In PE effluent samples, Firmicutes was the most abundant genus, with abundances of 0.91 and 3.33 for Sites A and B, respectively. In the Site B PE samples, Metanosarcina sp. and Thauera sp. genus were also high with abundances of 3.1 and 5.98, respectively. In the SE fed STUs, Mycobacterium sp. (Site A: 0.78 ± 0.12 and Site B: 0.39 ± 0.06) was the most abundant species within both sites, followed by Pirellula sp. (1.08 ± 0.3) in Site A and Bacillus (0.8 ± 0.21) in Site B. The community profiles for topsoil samples did not vary largely between the samples at both sites and effluent types. At Site A, the phylum Acidobacteriota and Actinobacterium abundances were 22.03 ± 5.84 and 12.58 ± 6.41 in the PE-TT, respectively, and abundances in the SE-TT were 17.89 ± 0.69 and 11.14 ± 2.01, respectively.
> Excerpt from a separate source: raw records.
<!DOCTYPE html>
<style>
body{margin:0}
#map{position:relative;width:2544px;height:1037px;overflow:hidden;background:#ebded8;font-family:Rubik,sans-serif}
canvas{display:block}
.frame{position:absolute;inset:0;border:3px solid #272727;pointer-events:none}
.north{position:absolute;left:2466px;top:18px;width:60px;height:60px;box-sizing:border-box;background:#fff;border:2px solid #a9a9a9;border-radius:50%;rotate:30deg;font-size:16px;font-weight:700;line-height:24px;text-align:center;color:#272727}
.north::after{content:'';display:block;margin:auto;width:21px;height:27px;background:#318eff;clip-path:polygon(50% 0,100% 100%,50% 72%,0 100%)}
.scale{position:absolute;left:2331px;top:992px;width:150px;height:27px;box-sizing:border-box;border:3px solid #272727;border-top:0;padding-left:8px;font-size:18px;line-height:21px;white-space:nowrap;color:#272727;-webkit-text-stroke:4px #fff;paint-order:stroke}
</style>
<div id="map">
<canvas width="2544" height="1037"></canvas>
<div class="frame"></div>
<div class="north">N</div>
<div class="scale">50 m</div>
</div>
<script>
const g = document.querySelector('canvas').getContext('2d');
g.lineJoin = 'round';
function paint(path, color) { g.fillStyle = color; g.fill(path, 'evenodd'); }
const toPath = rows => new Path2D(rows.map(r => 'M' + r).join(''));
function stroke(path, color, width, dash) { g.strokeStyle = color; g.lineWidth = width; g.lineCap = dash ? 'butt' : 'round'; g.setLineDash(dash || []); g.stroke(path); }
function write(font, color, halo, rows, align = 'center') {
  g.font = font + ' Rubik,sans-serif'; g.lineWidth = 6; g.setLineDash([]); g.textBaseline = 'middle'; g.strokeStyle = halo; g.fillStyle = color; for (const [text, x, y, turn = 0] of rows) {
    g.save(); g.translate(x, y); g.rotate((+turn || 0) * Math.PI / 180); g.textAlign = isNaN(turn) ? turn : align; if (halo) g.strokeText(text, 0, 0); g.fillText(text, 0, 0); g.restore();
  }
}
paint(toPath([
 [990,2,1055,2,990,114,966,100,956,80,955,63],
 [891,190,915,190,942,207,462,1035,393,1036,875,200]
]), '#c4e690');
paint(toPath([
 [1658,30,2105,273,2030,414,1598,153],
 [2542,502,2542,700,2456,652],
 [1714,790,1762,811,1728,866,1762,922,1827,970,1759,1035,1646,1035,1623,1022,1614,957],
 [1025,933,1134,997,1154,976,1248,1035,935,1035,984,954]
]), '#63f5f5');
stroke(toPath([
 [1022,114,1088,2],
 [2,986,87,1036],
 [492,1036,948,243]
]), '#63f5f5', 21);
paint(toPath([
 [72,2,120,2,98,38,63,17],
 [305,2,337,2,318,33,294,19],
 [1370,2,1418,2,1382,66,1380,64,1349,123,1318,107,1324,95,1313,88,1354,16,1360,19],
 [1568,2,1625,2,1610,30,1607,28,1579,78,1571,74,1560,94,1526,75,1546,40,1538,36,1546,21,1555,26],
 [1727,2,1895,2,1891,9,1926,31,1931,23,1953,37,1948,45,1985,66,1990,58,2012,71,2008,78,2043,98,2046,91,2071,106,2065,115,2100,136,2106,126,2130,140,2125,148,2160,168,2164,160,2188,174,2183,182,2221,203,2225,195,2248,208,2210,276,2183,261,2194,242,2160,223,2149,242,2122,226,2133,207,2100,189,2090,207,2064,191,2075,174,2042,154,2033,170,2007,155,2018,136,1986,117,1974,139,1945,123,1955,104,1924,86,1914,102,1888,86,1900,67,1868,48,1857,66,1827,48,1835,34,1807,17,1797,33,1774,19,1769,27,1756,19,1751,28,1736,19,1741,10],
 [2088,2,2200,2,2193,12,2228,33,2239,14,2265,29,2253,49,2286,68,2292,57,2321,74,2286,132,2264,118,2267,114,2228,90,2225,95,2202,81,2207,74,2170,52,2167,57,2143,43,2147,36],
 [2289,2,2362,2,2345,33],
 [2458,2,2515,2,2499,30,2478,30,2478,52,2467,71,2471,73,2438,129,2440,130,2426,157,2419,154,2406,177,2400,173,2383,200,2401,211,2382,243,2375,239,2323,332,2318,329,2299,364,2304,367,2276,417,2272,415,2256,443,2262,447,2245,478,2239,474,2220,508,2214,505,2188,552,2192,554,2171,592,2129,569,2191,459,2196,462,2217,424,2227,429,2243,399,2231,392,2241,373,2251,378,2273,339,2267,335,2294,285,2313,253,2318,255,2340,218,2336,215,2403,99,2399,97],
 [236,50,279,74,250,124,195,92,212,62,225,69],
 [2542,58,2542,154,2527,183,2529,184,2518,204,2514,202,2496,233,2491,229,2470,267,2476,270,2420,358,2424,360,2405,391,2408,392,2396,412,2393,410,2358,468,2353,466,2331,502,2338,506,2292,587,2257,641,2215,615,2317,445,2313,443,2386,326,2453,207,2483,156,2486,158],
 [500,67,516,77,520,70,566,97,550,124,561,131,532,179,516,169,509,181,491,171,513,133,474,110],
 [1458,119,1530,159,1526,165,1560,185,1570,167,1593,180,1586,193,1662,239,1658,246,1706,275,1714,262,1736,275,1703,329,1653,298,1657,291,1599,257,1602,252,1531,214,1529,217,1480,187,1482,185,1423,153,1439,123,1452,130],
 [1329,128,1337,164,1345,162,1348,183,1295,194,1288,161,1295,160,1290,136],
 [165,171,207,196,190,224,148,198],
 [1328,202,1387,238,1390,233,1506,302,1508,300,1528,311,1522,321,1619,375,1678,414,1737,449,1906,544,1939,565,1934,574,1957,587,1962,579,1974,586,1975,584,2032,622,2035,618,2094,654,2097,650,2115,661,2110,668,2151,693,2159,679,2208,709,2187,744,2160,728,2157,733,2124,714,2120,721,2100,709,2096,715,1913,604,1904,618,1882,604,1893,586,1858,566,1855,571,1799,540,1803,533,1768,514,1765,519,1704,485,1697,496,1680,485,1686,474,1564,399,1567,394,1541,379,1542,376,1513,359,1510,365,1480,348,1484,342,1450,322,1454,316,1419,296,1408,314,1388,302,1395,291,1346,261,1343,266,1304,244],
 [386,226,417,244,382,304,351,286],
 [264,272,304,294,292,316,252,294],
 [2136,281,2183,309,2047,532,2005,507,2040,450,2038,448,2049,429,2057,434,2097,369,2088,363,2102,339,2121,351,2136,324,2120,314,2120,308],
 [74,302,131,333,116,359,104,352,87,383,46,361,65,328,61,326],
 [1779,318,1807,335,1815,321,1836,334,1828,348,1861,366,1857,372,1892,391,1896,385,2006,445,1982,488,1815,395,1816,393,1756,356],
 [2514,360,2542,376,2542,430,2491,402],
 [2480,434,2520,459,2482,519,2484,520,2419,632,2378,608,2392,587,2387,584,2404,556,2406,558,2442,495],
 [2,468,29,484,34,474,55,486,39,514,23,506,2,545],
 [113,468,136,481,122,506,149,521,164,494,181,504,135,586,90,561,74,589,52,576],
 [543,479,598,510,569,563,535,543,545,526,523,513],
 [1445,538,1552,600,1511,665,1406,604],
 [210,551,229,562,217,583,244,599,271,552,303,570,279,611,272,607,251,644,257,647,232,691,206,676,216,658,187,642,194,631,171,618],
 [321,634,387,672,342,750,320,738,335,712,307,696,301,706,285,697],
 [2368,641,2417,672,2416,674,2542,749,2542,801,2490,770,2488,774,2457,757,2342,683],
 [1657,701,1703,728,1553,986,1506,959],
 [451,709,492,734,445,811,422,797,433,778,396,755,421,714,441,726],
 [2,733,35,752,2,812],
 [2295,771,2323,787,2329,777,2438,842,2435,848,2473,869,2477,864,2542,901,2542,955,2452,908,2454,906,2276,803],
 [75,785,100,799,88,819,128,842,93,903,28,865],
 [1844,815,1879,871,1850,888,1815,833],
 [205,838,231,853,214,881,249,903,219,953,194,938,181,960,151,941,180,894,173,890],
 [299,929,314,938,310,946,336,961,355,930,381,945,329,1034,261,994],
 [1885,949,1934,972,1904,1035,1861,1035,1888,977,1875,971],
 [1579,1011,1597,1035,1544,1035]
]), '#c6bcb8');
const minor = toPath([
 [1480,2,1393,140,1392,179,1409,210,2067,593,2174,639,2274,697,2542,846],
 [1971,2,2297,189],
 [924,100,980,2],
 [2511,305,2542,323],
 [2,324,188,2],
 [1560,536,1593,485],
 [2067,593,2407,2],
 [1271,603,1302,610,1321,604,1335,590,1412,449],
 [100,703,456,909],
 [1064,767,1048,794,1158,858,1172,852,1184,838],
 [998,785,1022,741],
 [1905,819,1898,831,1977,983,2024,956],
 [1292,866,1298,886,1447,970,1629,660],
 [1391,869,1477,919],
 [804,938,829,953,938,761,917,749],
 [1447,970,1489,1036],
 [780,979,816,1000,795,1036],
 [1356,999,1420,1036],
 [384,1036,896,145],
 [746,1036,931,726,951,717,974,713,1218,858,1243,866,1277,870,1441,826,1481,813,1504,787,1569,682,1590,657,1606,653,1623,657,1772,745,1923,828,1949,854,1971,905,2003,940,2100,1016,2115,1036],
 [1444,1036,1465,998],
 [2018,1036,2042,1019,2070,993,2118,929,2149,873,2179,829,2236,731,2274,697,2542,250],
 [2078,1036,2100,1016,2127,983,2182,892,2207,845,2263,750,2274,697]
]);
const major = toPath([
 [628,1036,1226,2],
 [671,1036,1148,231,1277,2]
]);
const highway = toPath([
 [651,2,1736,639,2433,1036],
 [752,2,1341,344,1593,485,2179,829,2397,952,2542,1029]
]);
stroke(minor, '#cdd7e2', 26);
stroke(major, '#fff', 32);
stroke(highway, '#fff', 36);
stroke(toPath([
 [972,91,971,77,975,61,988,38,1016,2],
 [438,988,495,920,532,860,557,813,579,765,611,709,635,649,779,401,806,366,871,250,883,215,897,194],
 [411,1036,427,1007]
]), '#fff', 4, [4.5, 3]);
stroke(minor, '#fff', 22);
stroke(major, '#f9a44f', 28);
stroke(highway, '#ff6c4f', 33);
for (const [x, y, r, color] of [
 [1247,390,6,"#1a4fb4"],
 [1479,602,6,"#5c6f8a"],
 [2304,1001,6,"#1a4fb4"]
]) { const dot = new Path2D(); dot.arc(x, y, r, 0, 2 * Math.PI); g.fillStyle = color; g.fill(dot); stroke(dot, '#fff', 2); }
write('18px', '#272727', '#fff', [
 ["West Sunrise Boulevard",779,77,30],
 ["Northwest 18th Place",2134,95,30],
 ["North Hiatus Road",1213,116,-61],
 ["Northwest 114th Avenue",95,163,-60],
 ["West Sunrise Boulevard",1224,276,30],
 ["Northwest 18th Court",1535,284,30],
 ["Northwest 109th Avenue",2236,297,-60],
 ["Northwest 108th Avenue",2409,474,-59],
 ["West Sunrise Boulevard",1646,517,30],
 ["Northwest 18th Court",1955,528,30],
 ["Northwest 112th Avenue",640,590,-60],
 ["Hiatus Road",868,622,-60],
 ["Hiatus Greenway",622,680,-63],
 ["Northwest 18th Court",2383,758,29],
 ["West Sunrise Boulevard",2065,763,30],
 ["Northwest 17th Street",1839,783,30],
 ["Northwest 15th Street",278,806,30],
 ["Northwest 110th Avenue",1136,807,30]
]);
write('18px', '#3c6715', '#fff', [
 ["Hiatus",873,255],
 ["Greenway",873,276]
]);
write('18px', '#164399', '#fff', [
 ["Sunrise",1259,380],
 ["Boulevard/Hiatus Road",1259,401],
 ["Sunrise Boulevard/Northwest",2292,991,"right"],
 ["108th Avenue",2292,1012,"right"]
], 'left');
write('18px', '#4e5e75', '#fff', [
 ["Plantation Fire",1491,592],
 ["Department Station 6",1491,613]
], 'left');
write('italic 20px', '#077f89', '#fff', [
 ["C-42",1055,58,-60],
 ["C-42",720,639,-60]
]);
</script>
At Site B, the Acidobacteriota and Actinobacterium abundances were 17.27 ± 2.53 and 10.67 ± 1.45 in the PE-TT, respectively, and abundances in the SE-TT were 15 ± 7.89 and 15.71 ± 9.41, respectively.
The greatest variance within the microbial community structure was determined from the STU base samples; changes in genus abundances were observed with respect to the distance from the inlet to the trenches and the relative read abundance within the subsoil control sample. At Site A, Actinobacteriota species sequences at 1 m along the PE fed trench were higher by an average of 2% with relative read abundance when compared to the control subsoil sample (Figure 3B). For the SE fed STU, Nitrospira sp. increased by an average of 1% across all distances sampled (1, 5, and 12 m) along the STU compared to the relative sequence read abundances found within the control subsoil. In the PE-STU, at Site A, there was an average drop of 3% in the read abundance relative species belonging to the Acidobacteriota phylum at 1 m along the trench and an average of 1% at a 12-m sampling point. The parallel SE fed STU showed a 1% reduction across the sampled length of the trench. There was an average drop of 1–2% of Firmicute Bacillales and Verrumicrobiota Chtoniobacterales species sequences in both PE and SE-STUs.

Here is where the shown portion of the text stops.